» PROBLEM TO SOLVE
The entries that follow need to be returned without any alteration.

(Records from a data source)
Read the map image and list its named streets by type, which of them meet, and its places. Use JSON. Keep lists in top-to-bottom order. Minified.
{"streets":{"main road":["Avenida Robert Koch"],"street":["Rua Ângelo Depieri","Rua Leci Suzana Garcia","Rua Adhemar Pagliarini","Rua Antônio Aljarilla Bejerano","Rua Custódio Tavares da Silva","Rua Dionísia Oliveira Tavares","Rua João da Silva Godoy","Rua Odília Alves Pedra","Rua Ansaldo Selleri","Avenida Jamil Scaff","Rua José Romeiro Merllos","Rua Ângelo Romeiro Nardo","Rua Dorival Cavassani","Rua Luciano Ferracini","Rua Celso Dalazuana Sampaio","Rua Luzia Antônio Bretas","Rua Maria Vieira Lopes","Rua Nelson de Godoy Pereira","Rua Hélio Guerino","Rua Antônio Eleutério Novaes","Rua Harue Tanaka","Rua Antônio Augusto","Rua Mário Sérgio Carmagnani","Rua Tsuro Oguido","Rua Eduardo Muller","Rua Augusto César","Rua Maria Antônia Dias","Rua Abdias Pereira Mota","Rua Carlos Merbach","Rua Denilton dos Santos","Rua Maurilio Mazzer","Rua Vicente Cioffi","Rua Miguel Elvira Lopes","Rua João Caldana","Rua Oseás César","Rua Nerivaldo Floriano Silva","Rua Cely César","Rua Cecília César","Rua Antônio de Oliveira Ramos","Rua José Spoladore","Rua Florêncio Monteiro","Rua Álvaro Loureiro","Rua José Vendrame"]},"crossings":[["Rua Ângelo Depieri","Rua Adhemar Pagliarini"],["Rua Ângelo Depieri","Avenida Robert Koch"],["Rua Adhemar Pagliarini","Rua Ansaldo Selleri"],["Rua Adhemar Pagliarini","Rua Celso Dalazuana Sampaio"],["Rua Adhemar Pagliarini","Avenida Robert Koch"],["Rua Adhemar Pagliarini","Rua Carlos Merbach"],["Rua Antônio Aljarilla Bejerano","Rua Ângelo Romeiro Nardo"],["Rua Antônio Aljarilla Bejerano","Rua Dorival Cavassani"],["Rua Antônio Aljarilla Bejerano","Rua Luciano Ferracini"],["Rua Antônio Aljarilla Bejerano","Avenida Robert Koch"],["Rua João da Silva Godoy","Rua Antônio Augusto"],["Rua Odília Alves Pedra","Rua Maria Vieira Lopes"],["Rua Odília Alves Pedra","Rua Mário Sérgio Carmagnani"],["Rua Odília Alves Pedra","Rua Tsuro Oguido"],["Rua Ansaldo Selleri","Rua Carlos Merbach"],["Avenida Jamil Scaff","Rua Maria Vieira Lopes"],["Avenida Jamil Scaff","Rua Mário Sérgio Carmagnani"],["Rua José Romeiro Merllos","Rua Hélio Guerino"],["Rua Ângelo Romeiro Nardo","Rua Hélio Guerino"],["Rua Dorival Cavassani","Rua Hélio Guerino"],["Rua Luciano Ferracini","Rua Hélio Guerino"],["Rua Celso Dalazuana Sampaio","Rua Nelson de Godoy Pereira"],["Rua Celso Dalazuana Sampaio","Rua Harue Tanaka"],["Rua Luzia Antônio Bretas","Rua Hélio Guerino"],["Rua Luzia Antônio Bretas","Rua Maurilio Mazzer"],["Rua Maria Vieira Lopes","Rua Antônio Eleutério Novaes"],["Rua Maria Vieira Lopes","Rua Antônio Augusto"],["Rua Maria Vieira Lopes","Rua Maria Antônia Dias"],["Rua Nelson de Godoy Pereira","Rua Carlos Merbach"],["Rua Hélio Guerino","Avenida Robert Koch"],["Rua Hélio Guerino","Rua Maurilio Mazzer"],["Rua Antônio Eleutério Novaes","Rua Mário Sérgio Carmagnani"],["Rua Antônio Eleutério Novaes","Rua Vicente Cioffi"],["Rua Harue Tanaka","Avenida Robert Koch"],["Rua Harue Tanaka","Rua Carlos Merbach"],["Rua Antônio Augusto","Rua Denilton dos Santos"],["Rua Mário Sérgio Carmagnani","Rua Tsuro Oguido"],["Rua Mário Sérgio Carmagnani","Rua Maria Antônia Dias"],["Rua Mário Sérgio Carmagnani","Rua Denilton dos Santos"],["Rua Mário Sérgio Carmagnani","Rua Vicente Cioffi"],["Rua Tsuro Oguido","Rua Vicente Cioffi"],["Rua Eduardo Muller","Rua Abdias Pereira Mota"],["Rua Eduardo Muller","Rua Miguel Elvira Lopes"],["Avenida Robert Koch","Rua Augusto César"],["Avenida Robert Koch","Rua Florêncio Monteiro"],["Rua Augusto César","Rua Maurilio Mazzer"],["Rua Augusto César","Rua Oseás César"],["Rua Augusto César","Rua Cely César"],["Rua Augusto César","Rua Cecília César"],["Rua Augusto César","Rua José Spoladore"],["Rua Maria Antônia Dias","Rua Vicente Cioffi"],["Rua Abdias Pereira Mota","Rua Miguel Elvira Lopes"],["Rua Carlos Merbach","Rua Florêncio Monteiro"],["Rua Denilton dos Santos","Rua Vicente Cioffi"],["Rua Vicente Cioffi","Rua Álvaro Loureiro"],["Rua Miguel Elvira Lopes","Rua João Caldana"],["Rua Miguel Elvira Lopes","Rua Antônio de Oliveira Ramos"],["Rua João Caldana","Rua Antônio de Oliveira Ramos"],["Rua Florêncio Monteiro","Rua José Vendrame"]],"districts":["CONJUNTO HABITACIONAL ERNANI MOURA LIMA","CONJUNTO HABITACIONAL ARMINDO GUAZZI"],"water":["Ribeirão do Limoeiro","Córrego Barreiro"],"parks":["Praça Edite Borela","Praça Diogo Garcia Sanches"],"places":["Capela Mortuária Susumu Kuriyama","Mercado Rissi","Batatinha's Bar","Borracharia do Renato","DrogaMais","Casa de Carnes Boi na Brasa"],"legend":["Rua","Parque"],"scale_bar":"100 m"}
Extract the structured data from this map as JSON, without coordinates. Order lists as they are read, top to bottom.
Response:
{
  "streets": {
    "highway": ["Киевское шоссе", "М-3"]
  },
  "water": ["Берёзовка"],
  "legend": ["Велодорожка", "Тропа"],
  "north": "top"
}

» EXERCISE OUTPUT
Read the map image and list its named streets by type, which of them meet, and its places. Use JSON. Keep lists in top-to-bottom order. Minified.
{"streets":{"main road":["Avenida Robert Koch"],"street":["Rua Ângelo Depieri","Rua Leci Suzana Garcia","Rua Adhemar Pagliarini","Rua Antônio Aljarilla Bejerano","Rua Custódio Tavares da Silva","Rua Dionísia Oliveira Tavares","Rua João da Silva Godoy","Rua Odília Alves Pedra","Rua Ansaldo Selleri","Avenida Jamil Scaff","Rua José Romeiro Merllos","Rua Ângelo Romeiro Nardo","Rua Dorival Cavassani","Rua Luciano Ferracini","Rua Celso Dalazuana Sampaio","Rua Luzia Antônio Bretas","Rua Maria Vieira Lopes","Rua Nelson de Godoy Pereira","Rua Hélio Guerino","Rua Antônio Eleutério Novaes","Rua Harue Tanaka","Rua Antônio Augusto","Rua Mário Sérgio Carmagnani","Rua Tsuro Oguido","Rua Eduardo Muller","Rua Augusto César","Rua Maria Antônia Dias","Rua Abdias Pereira Mota","Rua Carlos Merbach","Rua Denilton dos Santos","Rua Maurilio Mazzer","Rua Vicente Cioffi","Rua Miguel Elvira Lopes","Rua João Caldana","Rua Oseás César","Rua Nerivaldo Floriano Silva","Rua Cely César","Rua Cecília César","Rua Antônio de Oliveira Ramos","Rua José Spoladore","Rua Florêncio Monteiro","Rua Álvaro Loureiro","Rua José Vendrame"]},"crossings":[["Rua Ângelo Depieri","Rua Adhemar Pagliarini"],["Rua Ângelo Depieri","Avenida Robert Koch"],["Rua Adhemar Pagliarini","Rua Ansaldo Selleri"],["Rua Adhemar Pagliarini","Rua Celso Dalazuana Sampaio"],["Rua Adhemar Pagliarini","Avenida Robert Koch"],["Rua Adhemar Pagliarini","Rua Carlos Merbach"],["Rua Antônio Aljarilla Bejerano","Rua Ângelo Romeiro Nardo"],["Rua Antônio Aljarilla Bejerano","Rua Dorival Cavassani"],["Rua Antônio Aljarilla Bejerano","Rua Luciano Ferracini"],["Rua Antônio Aljarilla Bejerano","Avenida Robert Koch"],["Rua João da Silva Godoy","Rua Antônio Augusto"],["Rua Odília Alves Pedra","Rua Maria Vieira Lopes"],["Rua Odília Alves Pedra","Rua Mário Sérgio Carmagnani"],["Rua Odília Alves Pedra","Rua Tsuro Oguido"],["Rua Ansaldo Selleri","Rua Carlos Merbach"],["Avenida Jamil Scaff","Rua Maria Vieira Lopes"],["Avenida Jamil Scaff","Rua Mário Sérgio Carmagnani"],["Rua José Romeiro Merllos","Rua Hélio Guerino"],["Rua Ângelo Romeiro Nardo","Rua Hélio Guerino"],["Rua Dorival Cavassani","Rua Hélio Guerino"],["Rua Luciano Ferracini","Rua Hélio Guerino"],["Rua Celso Dalazuana Sampaio","Rua Nelson de Godoy Pereira"],["Rua Celso Dalazuana Sampaio","Rua Harue Tanaka"],["Rua Luzia Antônio Bretas","Rua Hélio Guerino"],["Rua Luzia Antônio Bretas","Rua Maurilio Mazzer"],["Rua Maria Vieira Lopes","Rua Antônio Eleutério Novaes"],["Rua Maria Vieira Lopes","Rua Antônio Augusto"],["Rua Maria Vieira Lopes","Rua Maria Antônia Dias"],["Rua Nelson de Godoy Pereira","Rua Carlos Merbach"],["Rua Hélio Guerino","Avenida Robert Koch"],["Rua Hélio Guerino","Rua Maurilio Mazzer"],["Rua Antônio Eleutério Novaes","Rua Mário Sérgio Carmagnani"],["Rua Antônio Eleutério Novaes","Rua Vicente Cioffi"],["Rua Harue Tanaka","Avenida Robert Koch"],["Rua Harue Tanaka","Rua Carlos Merbach"],["Rua Antônio Augusto","Rua Denilton dos Santos"],["Rua Mário Sérgio Carmagnani","Rua Tsuro Oguido"],["Rua Mário Sérgio Carmagnani","Rua Maria Antônia Dias"],["Rua Mário Sérgio Carmagnani","Rua Denilton dos Santos"],["Rua Mário Sérgio Carmagnani","Rua Vicente Cioffi"],["Rua Tsuro Oguido","Rua Vicente Cioffi"],["Rua Eduardo Muller","Rua Abdias Pereira Mota"],["Rua Eduardo Muller","Rua Miguel Elvira Lopes"],["Avenida Robert Koch","Rua Augusto César"],["Avenida Robert Koch","Rua Florêncio Monteiro"],["Rua Augusto César","Rua Maurilio Mazzer"],["Rua Augusto César","Rua Oseás César"],["Rua Augusto César","Rua Cely César"],["Rua Augusto César","Rua Cecília César"],["Rua Augusto César","Rua José Spoladore"],["Rua Maria Antônia Dias","Rua Vicente Cioffi"],["Rua Abdias Pereira Mota","Rua Miguel Elvira Lopes"],["Rua Carlos Merbach","Rua Florêncio Monteiro"],["Rua Denilton dos Santos","Rua Vicente Cioffi"],["Rua Vicente Cioffi","Rua Álvaro Loureiro"],["Rua Miguel Elvira Lopes","Rua João Caldana"],["Rua Miguel Elvira Lopes","Rua Antônio de Oliveira Ramos"],["Rua João Caldana","Rua Antônio de Oliveira Ramos"],["Rua Florêncio Monteiro","Rua José Vendrame"]],"districts":["CONJUNTO HABITACIONAL ERNANI MOURA LIMA","CONJUNTO HABITACIONAL ARMINDO GUAZZI"],"water":["Ribeirão do Limoeiro","Córrego Barreiro"],"parks":["Praça Edite Borela","Praça Diogo Garcia Sanches"],"places":["Capela Mortuária Susumu Kuriyama","Mercado Rissi","Batatinha's Bar","Borracharia do Renato","DrogaMais","Casa de Carnes Boi na Brasa"],"legend":["Rua","Parque"],"scale_bar":"100 m"}
Extract the structured data from this map as JSON, without coordinates. Order lists as they are read, top to bottom.
Response:
{
  "streets": {
    "highway": ["Киевское шоссе", "М-3"]
  },
  "water": ["Берёзовка"],
  "legend": ["Велодорожка", "Тропа"],
  "north": "top"
}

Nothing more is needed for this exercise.